The greater likelihood of developing acute grade ≥2 GI and GU toxicities after SBRT in the IBD cohort may be associated to the underlying processes causing chronic inflammation in IBD patients and an immunomodulatory response from radiotherapy., Preclinical data suggests that SBRT-induced tumor cell death triggers the release of tumor antigens and inflammatory cytokines, which could increase the risk of developing both GI and GU toxicity. This is supported by the delayed occurrence of urinary symptoms after SBRT and rapid symptomatic response to oral steroids. On the other hand, the use of first line therapies for IBD, such as glucocorticoids, poses risk for development of comorbid conditions including cardiovascular and metabolic diseases. A study by Zaorsky et al found that men with unmanaged type 2 diabetes mellitus and men with type 2 diabetes mellitus receiving insulin had worse prostate cancer outcomes and toxicities than men without type 2 diabetes mellitus. Therefore, another possibility for the greater likelihood of developing acute grade ≥2 GI and GU toxicities after SBRT in the IBD cohort may be associated with underlying comorbidities. However, further research is needed to elucidate causes of post-SBRT toxicities.

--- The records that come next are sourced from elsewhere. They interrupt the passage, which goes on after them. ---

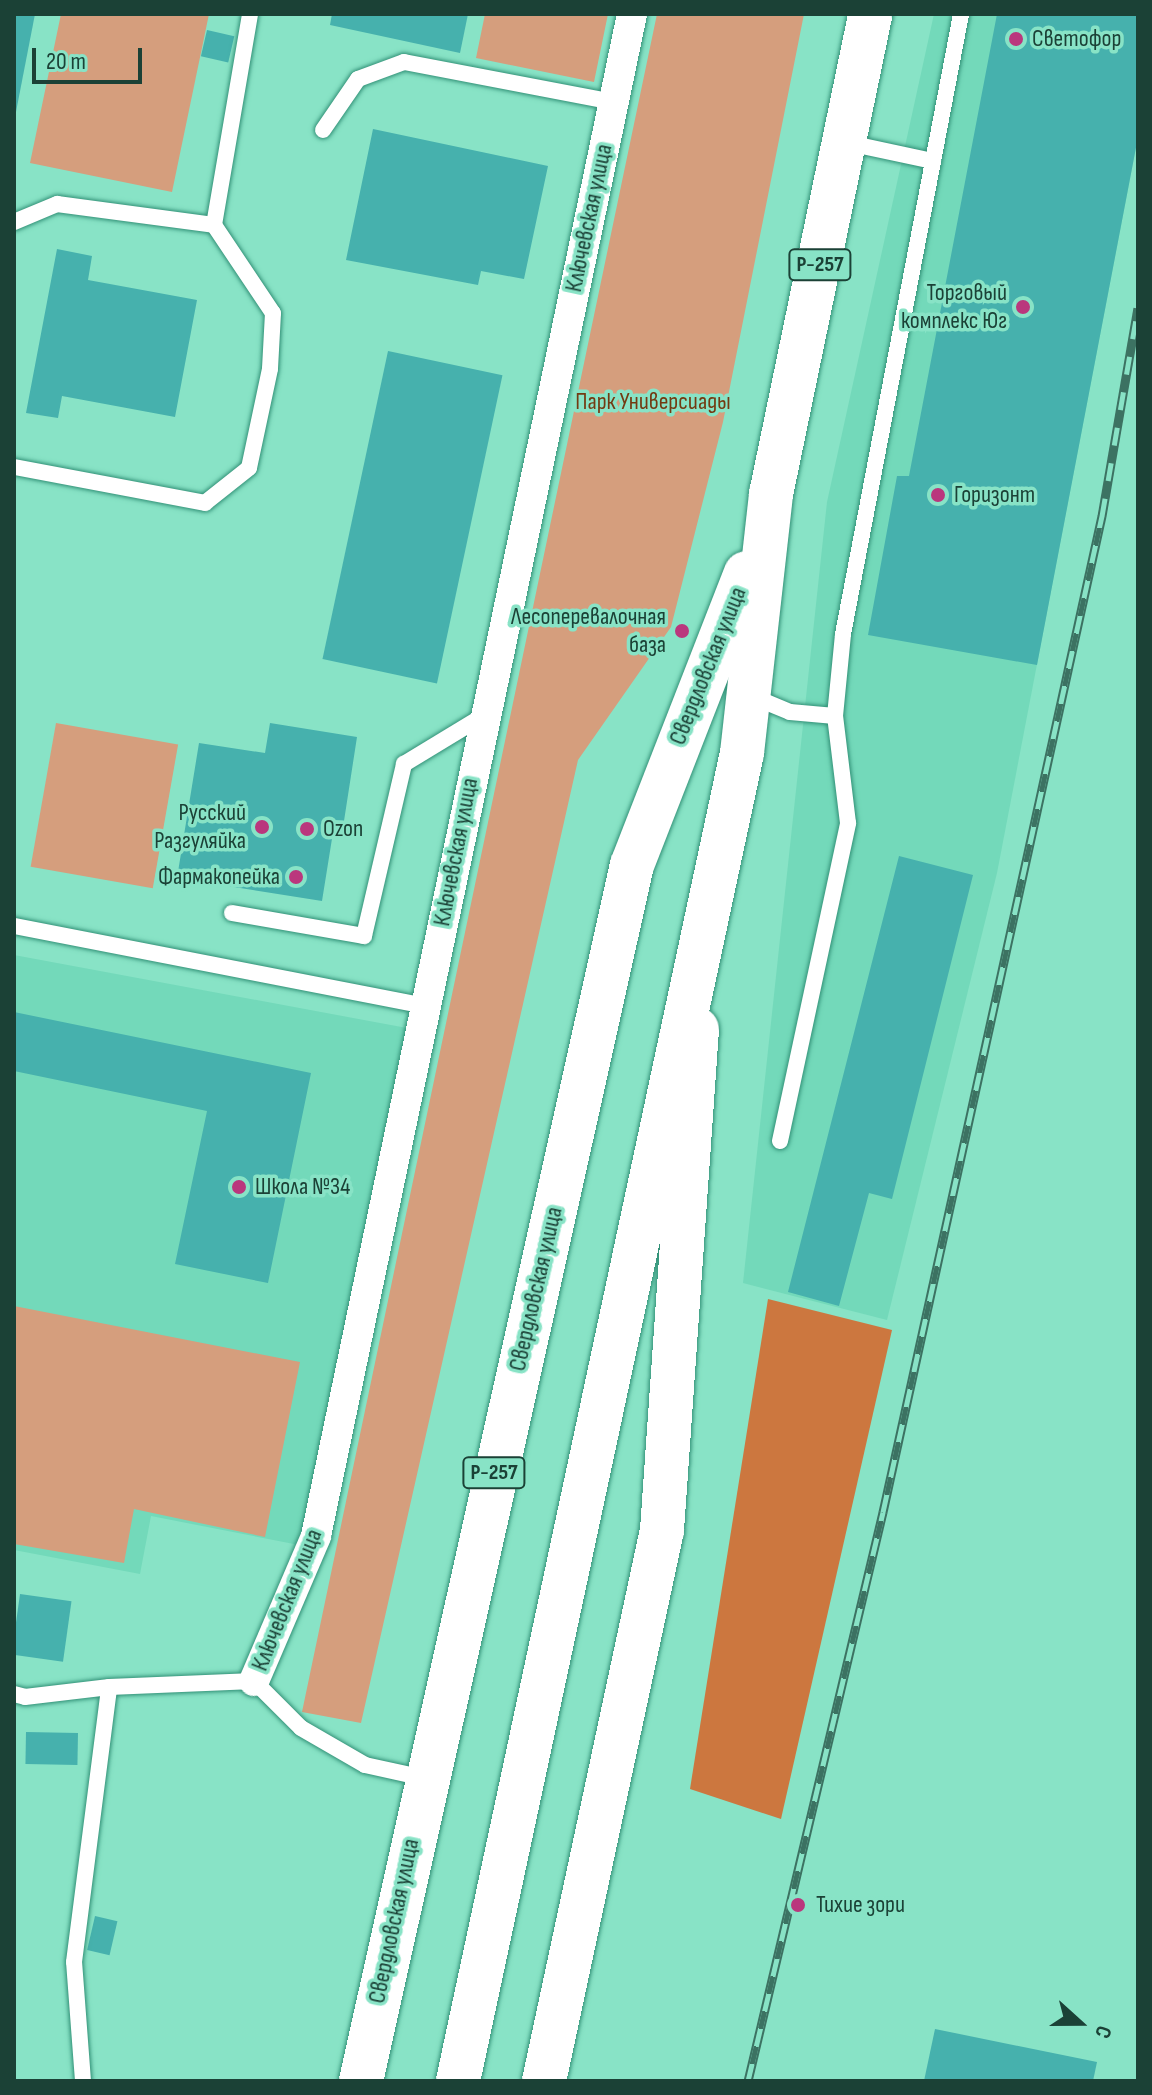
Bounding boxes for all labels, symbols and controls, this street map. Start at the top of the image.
place label: Светофор [1032,25,1121,53]
marker: Светофор [1007,30,1025,48]
scale bar [36,32,146,82]
text: 20 m [46,47,86,76]
street label: Ключевская улица [559,142,619,294]
road number: Р-257 [788,247,852,283]
place label: Торговый комплекс Юг [901,279,1007,335]
marker: Торговый комплекс Юг [1014,298,1032,316]
park label: Парк Универсиады [575,388,731,416]
place label: Горизонт [954,481,1035,509]
marker: Горизонт [929,486,947,504]
street label: Свердловская улица [663,583,753,749]
place label: Лесоперевалочная база [511,603,666,659]
marker: Лесоперевалочная база [673,622,691,640]
street label: Ключевская улица [428,776,484,928]
place label: Русский Разгуляйка [154,799,246,855]
place label: Ozon [323,815,363,843]
marker: Русский Разгуляйка [253,818,271,836]
marker: Ozon [298,820,316,838]
place label: Фармакопейка [158,863,280,891]
marker: Фармакопейка [287,868,305,886]
place label: Школа №34 [255,1173,350,1201]
marker: Школа №34 [230,1178,248,1196]
street label: Свердловская улица [503,1204,569,1374]
road number: Р-257 [462,1455,526,1491]
street label: Ключевская улица [246,1525,328,1675]
street label: Свердловская улица [363,1836,425,2006]
place label: Тихие зори [816,1891,905,1919]
marker: Тихие зори [787,1894,809,1916]
north arrow [1040,1983,1120,2063]
text: С [1088,2022,1118,2042]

There are several limitations to this study. It should be noted that while comparisons of toxicity data between the IBD cohort and controls did not reach significance, there was a trend to significance, and this could be an artifact of the small size of the cohort. There was unmeasured bias by treating physicians in recommending radiation therapy versus surgery, despite IBD and control cohorts having similar baseline characteristics. Data on prostate size, baseline International Prostate Symptom Score, and rectal dose-volume histogram parameters were not available for these patients. Furthermore, due to the retrospective design of this study, it was difficult to distinguish radiation colitis toxicity from the symptoms of IBD flareups. Lastly, details on immunomodulatory medications, flare-free interval before radiation, and comorbid conditions were not available in our data set.

Conclusions

This multicenter matched case-control study shows that compared with controls, SBRT-treated PCa patients with inactive IBD had a toxicity profile that is similar to previous reported studies analyzing toxicity of conventional fractionation. Although patients with IBD had a higher likelihood of developing acute grade ≥2 GI and GU toxicities, this difference was not seen in the long term follow-up (median follow-up of 83.9 months). However, interpretation of this data are limited by the small sample size. We do not recommend SBRT for patients who are in the midst of an active flare and caution treatment for those who had an acute flare in the year before SBRT. Moreover, given the potential for increased toxicity, caution should be taken when recommending SBRT to PCa patients with IBD who are in remission. Patients must be carefully counseled about the potential risks.